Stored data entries
- Opening Delimiter -
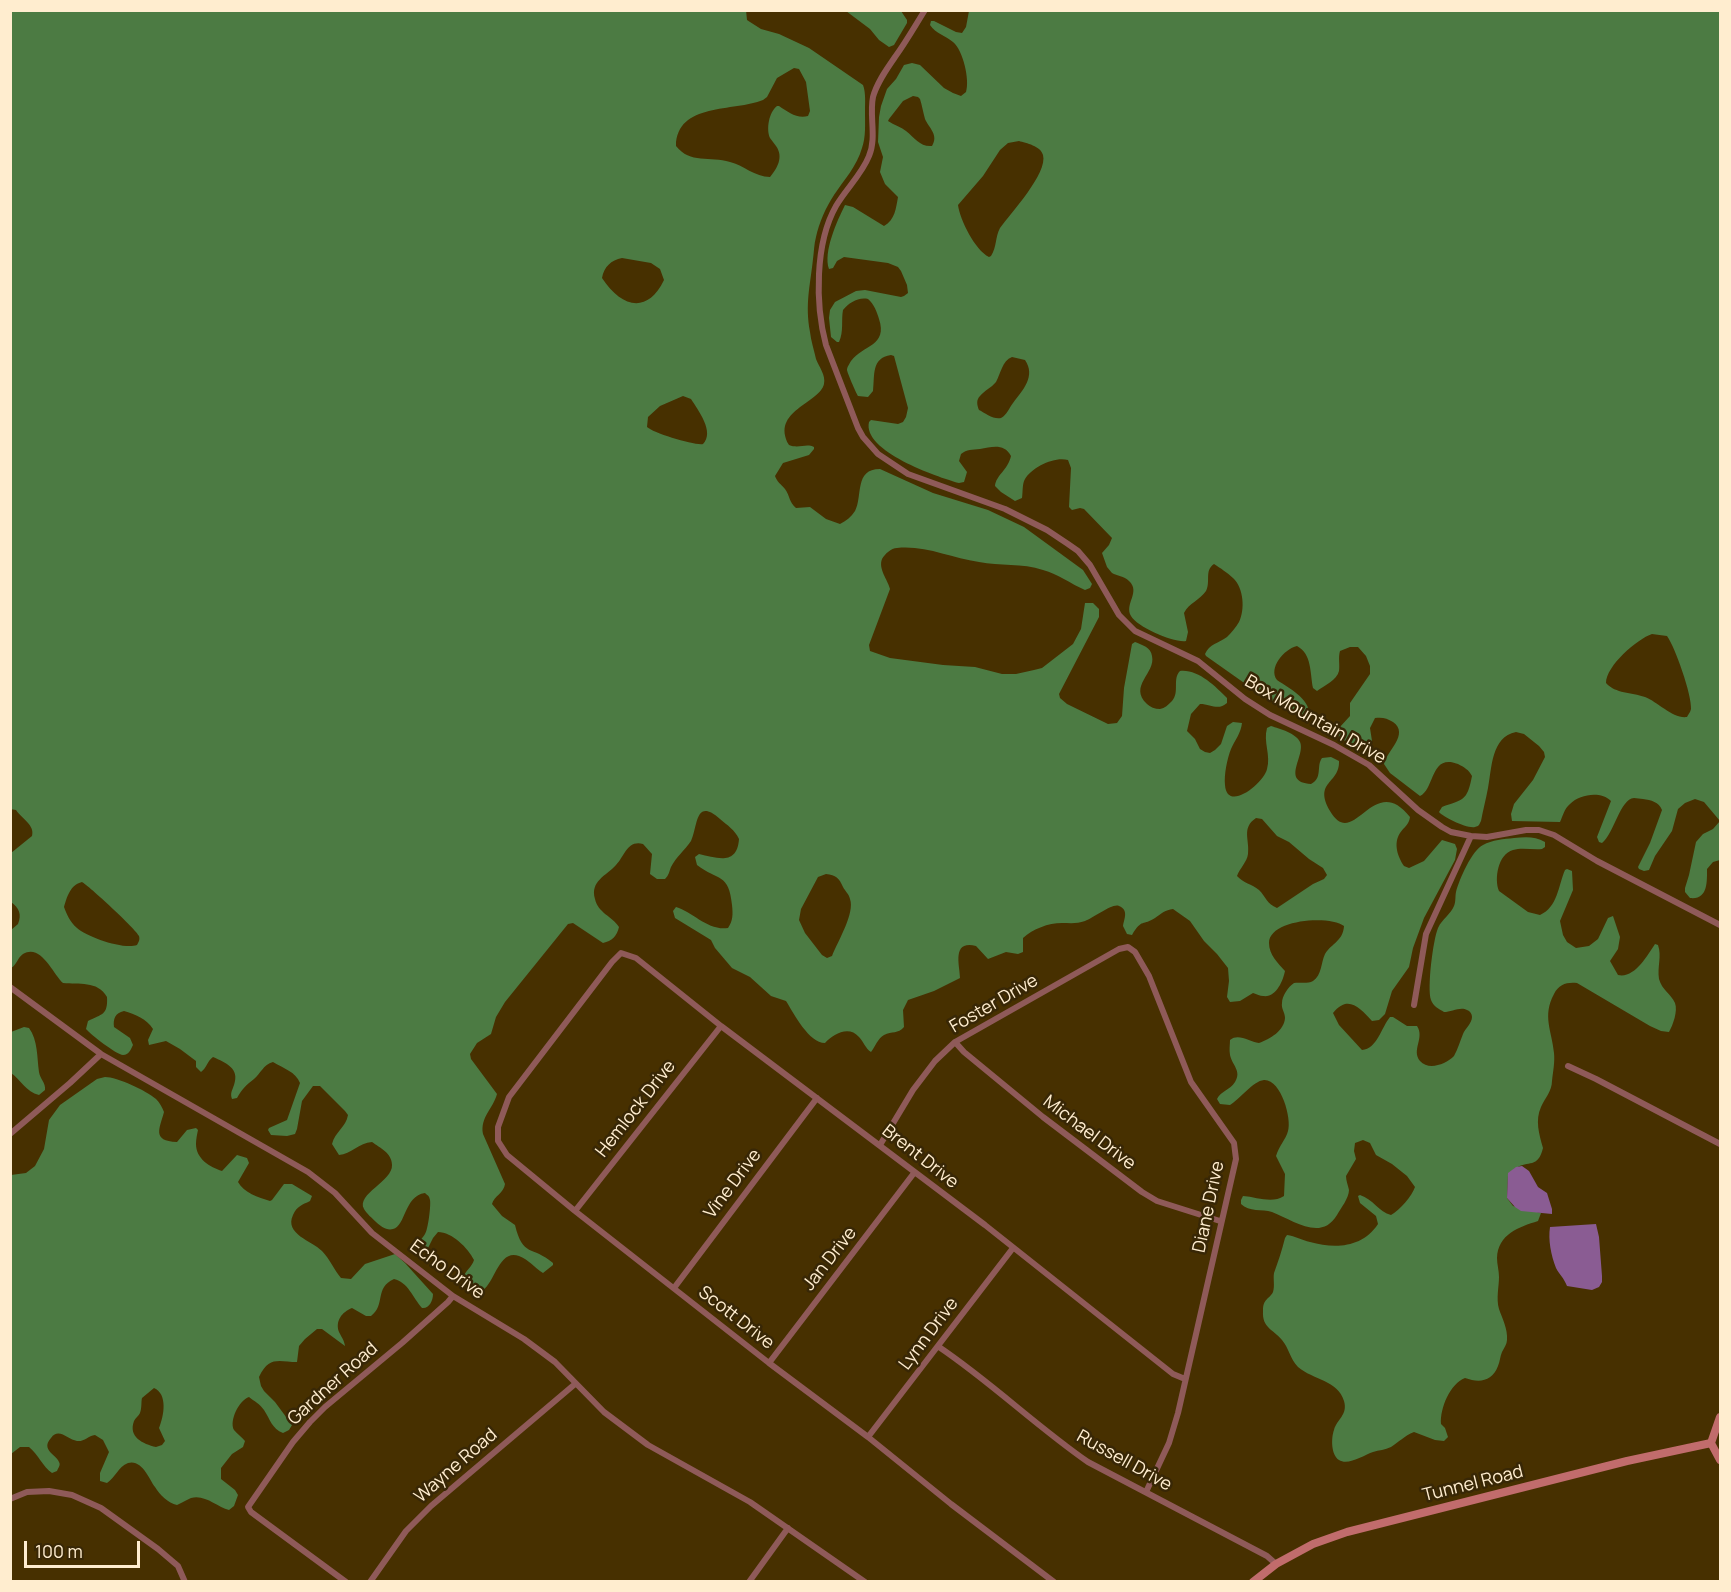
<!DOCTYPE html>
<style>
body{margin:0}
#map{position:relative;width:1731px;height:1592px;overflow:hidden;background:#473000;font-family:Manrope,sans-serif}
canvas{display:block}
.frame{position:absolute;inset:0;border:12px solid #ffedcf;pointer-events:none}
.scale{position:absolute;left:24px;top:1541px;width:116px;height:27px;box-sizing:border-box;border:3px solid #ffedcf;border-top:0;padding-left:8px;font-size:18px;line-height:21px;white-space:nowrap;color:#ffedcf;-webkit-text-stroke:4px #382706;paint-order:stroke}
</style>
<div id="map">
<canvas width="1731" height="1592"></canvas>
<div class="frame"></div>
<div class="scale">100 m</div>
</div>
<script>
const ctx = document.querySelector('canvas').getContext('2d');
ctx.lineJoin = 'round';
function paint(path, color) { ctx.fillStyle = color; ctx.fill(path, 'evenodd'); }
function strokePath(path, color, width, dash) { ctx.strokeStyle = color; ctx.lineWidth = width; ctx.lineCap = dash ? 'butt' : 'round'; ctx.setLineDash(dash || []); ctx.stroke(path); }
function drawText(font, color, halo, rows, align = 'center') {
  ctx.font = font + ' Manrope,sans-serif'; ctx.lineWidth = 5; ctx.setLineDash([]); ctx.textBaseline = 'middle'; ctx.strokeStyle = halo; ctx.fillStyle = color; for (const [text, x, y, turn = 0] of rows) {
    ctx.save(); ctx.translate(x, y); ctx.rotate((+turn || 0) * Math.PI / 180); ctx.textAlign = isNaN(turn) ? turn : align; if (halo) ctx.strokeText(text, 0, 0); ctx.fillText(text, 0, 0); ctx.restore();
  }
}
paint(new Path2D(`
 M746 10 747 20 750 22 761 29 779 34 809 48 863 85C866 93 865 103 865 112 865 124 866 137 862 148 857 166 844 180 834 195 826 207 819 223 816 237 814 244 814 252 813 259 810 287 805 304 810 332 811 341 814 350 816 359 819 367 826 375 824 384 820 403 770 411 789 445 799 449 806 443 814 447V449L809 455 783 463 775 476C777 482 781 484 785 489 790 496 789 502 796 508L810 507 826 519 840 524C846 521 851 517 855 511 863 496 854 469 880 469L933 493 988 510 1024 527 1083 570 1092 584 1090 588 1085 590C1071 584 1058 574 1043 570 1022 563 1000 566 979 562 951 558 925 545 897 548 891 548 885 554 882 559 878 569 888 580 890 589L869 645 870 651 890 658 943 665 975 667 1002 674H1016L1034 670 1042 668 1073 644 1081 629 1085 603H1093L1099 609V617L1059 694 1060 698 1067 704 1108 724 1117 723 1122 716 1124 688 1132 644 1135 642C1142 645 1151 647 1152 656 1156 673 1128 686 1147 704 1150 707 1155 709 1160 709 1165 708 1168 705 1172 701 1180 692 1172 679 1180 671 1198 669 1215 686 1227 698V703C1218 711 1211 704 1200 704L1191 714 1187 731 1195 739 1200 749 1205 752 1210 753 1215 750 1221 744 1227 726 1233 722 1242 723C1241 733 1235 740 1231 749 1227 759 1224 775 1225 785 1227 813 1264 783 1267 769 1271 755 1263 742 1267 728L1271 726C1280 729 1296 733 1300 742 1306 756 1280 782 1311 784 1323 778 1316 766 1322 758L1331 757 1339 761C1340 784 1313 781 1330 811 1354 852 1373 770 1410 817 1409 825 1404 827 1400 833 1393 844 1398 857 1404 866L1409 868 1424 861 1442 840 1455 844 1457 849 1455 860 1424 918 1413 948 1409 967 1392 991 1385 1014 1379 1020 1372 1021C1360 1008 1348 994 1333 1013L1339 1025 1362 1050C1377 1049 1381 1028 1390 1017H1393L1407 1026H1417C1425 1038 1411 1050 1420 1061 1429 1071 1446 1064 1454 1056 1458 1049 1460 1041 1463 1034 1465 1029 1472 1023 1472 1017 1472 1014 1470 1011 1467 1010 1461 1006 1451 1012 1444 1012 1439 1009 1433 1006 1431 1000 1427 988 1433 940 1438 928 1442 919 1451 914 1454 906 1456 901 1455 897 1456 892 1459 880 1472 850 1483 845 1492 840 1504 839 1514 838 1525 837 1535 836 1545 842V847L1542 849C1532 850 1522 847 1513 850 1498 854 1494 879 1499 891L1528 912 1540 915C1558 907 1558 886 1565 870L1567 869 1572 871 1573 890 1560 921 1563 935 1567 942 1576 948 1589 946 1598 939 1608 918 1613 916 1620 937 1618 949 1610 961 1618 975C1634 979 1647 956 1655 944L1658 945C1662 956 1657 967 1659 979 1662 990 1671 994 1675 1003 1678 1011 1673 1025 1669 1032L1661 1031 1650 1026 1577 983C1567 982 1559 984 1554 994 1542 1016 1552 1031 1554 1053 1555 1062 1553 1072 1552 1081 1552 1091 1545 1098 1541 1107 1535 1120 1539 1134 1543 1148 1538 1169 1528 1160 1516 1168 1513 1169 1511 1173 1508 1175L1507 1198 1513 1206 1541 1213 1538 1221C1519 1227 1498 1234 1497 1258 1497 1264 1499 1271 1499 1277 1499 1287 1496 1298 1499 1309 1502 1318 1508 1329 1507 1340 1507 1344 1504 1348 1502 1352 1500 1357 1500 1361 1498 1366 1492 1382 1479 1383 1465 1378 1450 1384 1440 1408 1441 1424L1445 1428 1448 1437 1444 1441 1435 1440 1414 1432C1404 1436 1399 1442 1391 1447 1385 1450 1379 1450 1373 1452 1364 1455 1348 1466 1339 1460 1331 1455 1331 1438 1334 1430 1337 1419 1348 1415 1344 1401 1338 1380 1313 1380 1298 1367 1290 1359 1289 1348 1282 1340 1273 1329 1262 1328 1263 1311 1263 1298 1269 1300 1273 1292 1275 1286 1273 1279 1274 1273 1278 1262 1282 1250 1285 1238L1287 1235C1295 1236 1302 1240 1310 1242 1335 1249 1362 1248 1378 1224L1376 1216 1360 1203 1358 1196 1360 1195C1373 1199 1379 1212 1391 1215 1400 1210 1412 1196 1415 1187L1407 1176 1392 1164 1376 1155 1370 1143 1363 1140 1355 1143 1354 1151 1356 1159 1346 1176C1346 1181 1348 1185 1349 1190 1349 1198 1341 1208 1337 1215 1321 1242 1293 1220 1272 1212 1262 1209 1249 1212 1241 1204V1200L1243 1196C1257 1197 1272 1204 1284 1196L1285 1174 1276 1156C1279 1146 1286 1139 1288 1131 1292 1119 1281 1079 1264 1080 1253 1081 1240 1099 1230 1105L1220 1104 1217 1099C1221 1091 1230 1090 1235 1082 1242 1071 1232 1065 1230 1055 1229 1050 1230 1044 1230 1040 1239 1033 1249 1042 1259 1043 1270 1039 1284 1031 1285 1018 1285 1012 1281 1009 1282 1003 1282 996 1288 987 1294 983 1299 982 1308 984 1313 981 1322 975 1321 962 1325 954 1332 943 1343 941 1344 926 1330 915 1269 919 1269 943 1269 955 1278 963 1285 971 1283 981 1276 998 1263 996 1260 996 1257 994 1253 993L1240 1001 1230 1002 1227 997 1229 981 1228 968 1217 954 1204 941 1190 921 1173 909C1165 910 1162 913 1155 918 1143 926 1142 918 1132 935L1127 934 1123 926C1124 919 1129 910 1119 906 1112 903 1094 918 1085 921 1077 924 1070 923 1062 923 1048 923 1033 929 1023 938V952L1018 954 1006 952 988 959 976 946C951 940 960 966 960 978L934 991 908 1000 903 1010 904 1027C898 1034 892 1031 884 1035 878 1038 875 1047 871 1052 865 1048 864 1042 859 1037 849 1025 833 1034 825 1043 809 1043 794 1014 786 1001L771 996 750 977 732 968 715 948 711 940 675 918 673 911 676 907C693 912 708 931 728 928 733 921 733 914 732 905 729 873 718 881 697 865L695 857 699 854C717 858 737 866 739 839 735 830 727 825 720 819 695 797 698 826 691 841 685 850 676 857 671 867 669 872 669 875 665 879H657L650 874 652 854 643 844C627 840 625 856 616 865 606 876 590 881 595 899 598 913 612 916 619 927 617 936 612 941 603 943L573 923 568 924 505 1002 496 1017 491 1034 477 1043 470 1054 471 1059 497 1094C493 1109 480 1117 483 1134L505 1184C504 1193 494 1196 492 1204L502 1216 515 1225C523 1258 532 1245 553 1263V1265L543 1273C535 1268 528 1259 519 1256 499 1249 495 1282 483 1290 475 1289 468 1285 463 1278 465 1271 472 1267 474 1260 468 1248 452 1232 438 1232L433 1238 427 1250 418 1246C419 1240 422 1239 425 1234 428 1230 431 1206 430 1200 429 1195 428 1196 425 1193 404 1196 406 1226 393 1229 387 1231 380 1226 376 1222 373 1219 366 1213 364 1209 356 1194 393 1181 392 1165 392 1153 380 1148 372 1142 359 1143 351 1154 339 1155L332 1144C335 1132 346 1127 348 1115L345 1111 320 1086H313L302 1101 297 1129 295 1134 287 1136 271 1135 268 1130 269 1128 287 1120 300 1083C296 1072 283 1068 273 1062 263 1065 261 1073 254 1079 245 1086 243 1088 237 1098L232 1099C230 1093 232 1091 234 1085 240 1068 226 1063 213 1057 207 1061 207 1068 201 1072L196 1067V1061L180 1049 166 1041 149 1045 148 1040 153 1029C147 1019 135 1014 124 1011 115 1013 113 1019 114 1027L130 1038 133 1045C131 1049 129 1055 123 1055 117 1055 90 1034 86 1029L88 1021C102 1014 108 1015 107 997 97 980 79 985 63 983 53 974 41 943 23 954 17 958 17 965 11 968V930L18 924C22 914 19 908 11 902V853L32 836C35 825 22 819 16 810L10 809 11 11ZM794 68 799 69 806 82 810 111 808 116C797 119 788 112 779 106H777C769 112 766 129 770 138 772 141 774 143 776 146 784 157 777 169 770 177 755 177 743 165 730 162 710 156 690 164 676 146 677 102 734 112 763 100L767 97 777 78ZM622 258 651 263 660 269 664 280C647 315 621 307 602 278 604 267 611 260 622 258ZM683 396 691 399C698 410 715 432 703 444 696 446 653 433 647 427L648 417 660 406ZM1256 818 1262 819 1277 836 1289 842 1309 859 1323 868 1327 875 1324 879 1313 884 1277 908C1267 904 1266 897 1259 890 1252 884 1243 883 1237 876 1240 868 1247 862 1248 854 1250 840 1241 828 1256 818ZM826 874C836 875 839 878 843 887 845 891 849 894 850 899 855 913 838 941 832 956L827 958 822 955 805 933 799 920 801 909 818 877ZM82 882C88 885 137 930 139 936 140 940 139 941 137 945 124 950 87 937 77 928 70 922 67 915 64 907 67 897 70 885 82 882Z
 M846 11H901L907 20V23L894 45 889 47 879 40 870 29Z
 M969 11H1720V821L1704 802 1695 799 1685 803 1678 809 1672 831 1655 856 1649 870 1644 871 1639 869 1638 867 1650 843 1662 810C1659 802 1651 800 1643 799 1640 799 1637 798 1634 798 1620 799 1614 834 1602 843L1599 842 1597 837 1611 801C1601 791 1580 794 1570 804 1564 809 1563 816 1560 822L1512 821 1511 814 1514 804 1533 780 1545 757 1544 752 1539 746 1524 734 1516 732C1491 737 1492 768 1488 788 1486 799 1483 810 1481 821 1479 825 1479 826 1475 827 1467 829 1443 817 1439 812L1442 807C1463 799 1467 802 1472 776 1469 770 1464 767 1458 764 1430 753 1435 789 1420 796L1390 773 1384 764C1386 752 1410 734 1393 722 1387 718 1382 717 1375 718L1370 728 1372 741C1362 752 1346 743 1337 735L1339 728 1350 716V703L1370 674V666L1366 656 1358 647H1350L1340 651C1338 658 1340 664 1339 671 1337 680 1324 686 1317 691L1313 688C1310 673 1312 654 1297 646 1284 649 1268 668 1277 680 1290 689 1308 697 1310 715L1307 718H1302L1257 692 1206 656 1205 654C1209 644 1219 643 1227 637 1231 633 1236 627 1239 622 1245 610 1244 588 1233 578 1228 573 1220 568 1214 564 1204 571 1211 581 1206 591 1200 600 1189 603 1184 613L1188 632 1186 641C1174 643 1137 627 1131 616 1124 604 1141 592 1129 581 1124 576 1117 576 1112 573L1107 567 1102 553 1109 545 1112 538 1084 509 1080 508 1072 510 1069 507 1071 468 1068 460C1055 456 1032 467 1025 479 1022 484 1023 492 1022 498L1015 501 1001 492 995 486C996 475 1008 470 1011 456 1004 443 992 447 980 449 972 450 967 449 961 454L959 461 967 472 964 482 959 483C937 477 862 451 869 422L871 420 898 424 903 422 906 417 908 408 894 356 891 355C871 358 875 375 873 391L868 397 858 396C856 393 847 372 847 370 847 367 850 363 851 361 863 345 888 346 879 319 877 312 874 304 868 299 858 297 849 303 843 310 841 321 844 331 839 342H837L831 337 829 318 830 310 835 302 856 291 865 290 901 297 904 296 908 293 907 285 901 271 898 267 888 263 844 257 837 261 833 268 829 269C823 252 837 221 845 205L853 207 884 226C895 220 896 208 898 197L885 184 880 172 883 157 878 142 879 117 881 106 887 89 896 79 904 65 912 63 920 65 944 88 953 93 961 96 966 92C970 80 963 50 953 42 945 35 936 34 930 25L931 21H934L956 32 962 33 966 27ZM913 96 918 97 920 99C922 105 923 112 925 119 929 128 939 135 932 146 920 147 915 138 906 131 901 127 894 125 888 121L889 119 903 101ZM1019 141C1026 143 1041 146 1043 155 1048 173 1011 213 1000 228 995 237 997 247 991 256L989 257C975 250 960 220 958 205L983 176 1000 150 1008 143ZM1012 357 1025 360C1036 376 1023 390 1013 403 1009 408 1007 415 1001 418 994 420 985 413 979 410 977 405 976 400 980 396 985 390 991 388 996 382 1001 373 1002 361 1012 357ZM1652 634 1667 636C1675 647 1692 695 1691 709 1690 713 1689 713 1687 717 1673 719 1658 702 1645 697 1631 692 1616 694 1606 683 1606 666 1637 639 1652 634Z
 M1720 821V860L1713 862 1707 869C1707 882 1708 900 1690 898L1685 892V888L1689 875 1696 842 1703 834 1713 829Z
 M24 1027 29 1028C38 1040 37 1058 39 1072 40 1079 46 1083 45 1090L39 1095C26 1092 21 1080 11 1073V1032Z
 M105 1077C117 1077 147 1091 156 1099 160 1103 162 1107 164 1112 160 1128 151 1141 177 1142L187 1130 196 1128 198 1130C197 1135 196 1139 196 1144 196 1159 210 1167 222 1171L237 1155 247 1158 249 1163 238 1182C244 1193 258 1197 270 1201L272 1200 284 1184H292L312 1196 310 1201C302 1205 297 1206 293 1215 284 1234 312 1241 322 1251 330 1259 334 1270 341 1278L351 1279 365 1264 395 1254 405 1263 433 1294C433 1301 429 1309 422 1308 413 1298 408 1282 394 1279 374 1288 386 1305 371 1316H366L352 1308C342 1312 335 1321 339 1332 342 1338 344 1340 345 1346L322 1329H317L305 1339 299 1346 297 1362C280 1362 269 1355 259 1377L261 1386 264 1391 275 1402 292 1425 289 1430 283 1433C272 1429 270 1419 264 1410 260 1404 254 1401 249 1397 239 1400 229 1421 234 1430 237 1434 242 1437 245 1441L243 1447 232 1454 221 1468V1479L235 1490 238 1495 234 1506 229 1510C217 1507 205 1494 191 1498 186 1500 182 1503 177 1505 168 1503 160 1495 155 1487 149 1479 142 1459 128 1463 118 1467 115 1478 107 1483L100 1481V1473L109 1452 103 1440 95 1435C88 1436 84 1442 77 1441 68 1440 59 1427 51 1438 40 1450 57 1455 59 1462 61 1465 58 1468 57 1471L52 1473C43 1467 38 1454 29 1447H20L11 1454V1175L26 1173 35 1166 44 1149 49 1120 60 1105 97 1079ZM154 1388C168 1394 164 1416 159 1428L165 1441 162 1445 156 1447C143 1444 128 1437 134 1421 135 1418 139 1416 140 1413 142 1408 141 1402 142 1398Z`), '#4c7b43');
paint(new Path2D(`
 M1522 1166 1529 1171 1538 1187 1547 1193 1552 1209V1214L1521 1211 1515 1207 1507 1198 1508 1173 1516 1167Z
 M1596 1224 1599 1237 1602 1276V1282L1599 1287 1592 1290 1567 1286C1564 1278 1559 1274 1556 1268 1551 1255 1548 1240 1550 1227Z`), '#8a5c93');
strokePath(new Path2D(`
 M925 10C915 26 906 42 895 57 887 69 877 82 873 97 869 116 877 137 869 156 862 174 846 189 836 206 815 243 815 304 826 345L858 428 863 437 878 454 908 474 1005 509 1047 530 1068 544 1078 551 1090 565 1119 615 1135 631 1198 661 1245 699 1270 715 1334 745 1369 765 1418 810 1442 827 1451 832 1471 836 1487 837 1526 830H1539L1554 835 1597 861 1720 925
 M10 987 101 1054 308 1172 335 1193 372 1233 453 1296 524 1339 555 1362 604 1412 648 1445 750 1502 865 1582
 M1414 1005 1426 934 1471 836
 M955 1042 964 1052 1043 1117 1142 1192 1157 1201 1220 1221
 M1568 1066 1596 1079 1720 1144
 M10 1134 70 1083 101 1054
 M880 1145 913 1090 935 1061 955 1042 1119 949 1128 947 1135 952 1149 976 1191 1082 1234 1143 1236 1159 1178 1413 1169 1443 1146 1492
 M575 1211 721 1026
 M674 1288 817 1098
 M939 1347C991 1382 1036 1426 1088 1462L1267 1556 1276 1564
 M769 1363 914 1173
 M868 1437 1013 1248
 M10 1499 27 1492 49 1491 72 1495 101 1508 158 1549 178 1566 185 1582
 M346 1582 251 1512 248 1507 293 1442 310 1422 325 1407 402 1343 448 1302 453 1296
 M370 1582 406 1531 431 1506 575 1384
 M749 1582 788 1528
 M1054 1582 951 1504 868 1437 769 1363 575 1211 507 1155 498 1141V1127L509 1097 612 962 621 953 636 958 721 1026 985 1225 1173 1374 1185 1379`), '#8f5a59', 6);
strokePath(new Path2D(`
 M1720 1417 1711 1443 1720 1460
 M1253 1582 1276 1564 1313 1544 1347 1532 1627 1461 1711 1443`), '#c16c6c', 8);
drawText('18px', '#ffedcf', '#382706', [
 ["Box Mountain Drive",1315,720,30],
 ["Foster Drive",994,1004,-30],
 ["Hemlock Drive",636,1109,-52],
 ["Michael Drive",1089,1133,37],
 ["Brent Drive",920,1157,38],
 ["Vine Drive",733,1184,-53],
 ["Diane Drive",1209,1207,-78],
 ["Jan Drive",830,1259,-52],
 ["Echo Drive",447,1270,36],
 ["Scott Drive",736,1318,38],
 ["Lynn Drive",929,1334,-53],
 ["Gardner Road",333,1384,-42],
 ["Russell Drive",1124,1461,29],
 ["Wayne Road",456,1466,-41],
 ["Tunnel Road",1473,1484,-14]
]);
</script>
- Closing Delimiter -
In the records above, find each line that holds the word "turn"; copy all such lines.

  ctx.font = font + ' Manrope,sans-serif'; ctx.lineWidth = 5; ctx.setLineDash([]); ctx.textBaseline = 'middle'; ctx.strokeStyle = halo; ctx.fillStyle = color; for (const [text, x, y, turn = 0] of rows) {
    ctx.save(); ctx.translate(x, y); ctx.rotate((+turn || 0) * Math.PI / 180); ctx.textAlign = isNaN(turn) ? turn : align; if (halo) ctx.strokeText(text, 0, 0); ctx.fillText(text, 0, 0); ctx.restore();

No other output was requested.